=== Directions ===
Every line of the listing below is to be repeated exactly; the pictures stay out.

=== Supplied records ===
###

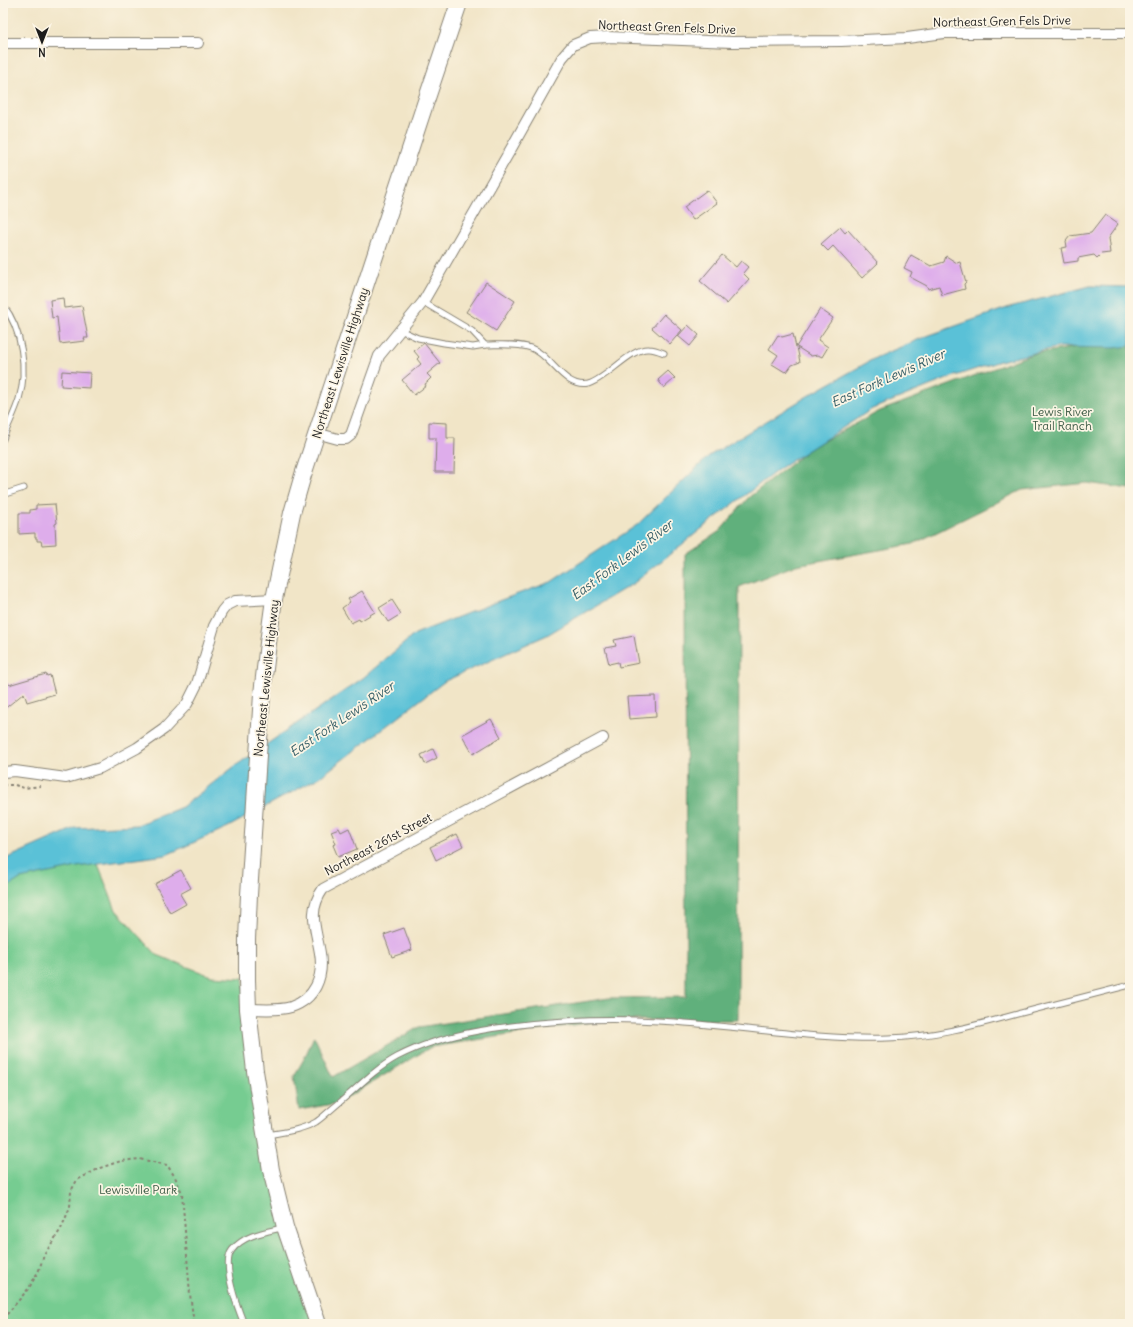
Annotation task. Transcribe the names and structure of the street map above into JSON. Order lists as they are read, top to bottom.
{
  "streets": {
    "main road": ["Northeast Lewisville Highway"],
    "street": ["Northeast Gren Fels Drive", "Northeast 261st Street"]
  },
  "crossings": [
    ["Northeast Gren Fels Drive", "Northeast Lewisville Highway"],
    ["Northeast Lewisville Highway", "Northeast 261st Street"]
  ],
  "water": ["East Fork Lewis River"],
  "parks": ["Lewis River Trail Ranch", "Lewisville Park"],
  "north": "bottom"
}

###

=== Written reply ===
Annotation task. Transcribe the names and structure of the street map above into JSON. Order lists as they are read, top to bottom.
{
  "streets": {
    "main road": ["Northeast Lewisville Highway"],
    "street": ["Northeast Gren Fels Drive", "Northeast 261st Street"]
  },
  "crossings": [
    ["Northeast Gren Fels Drive", "Northeast Lewisville Highway"],
    ["Northeast Lewisville Highway", "Northeast 261st Street"]
  ],
  "water": ["East Fork Lewis River"],
  "parks": ["Lewis River Trail Ranch", "Lewisville Park"],
  "north": "bottom"
}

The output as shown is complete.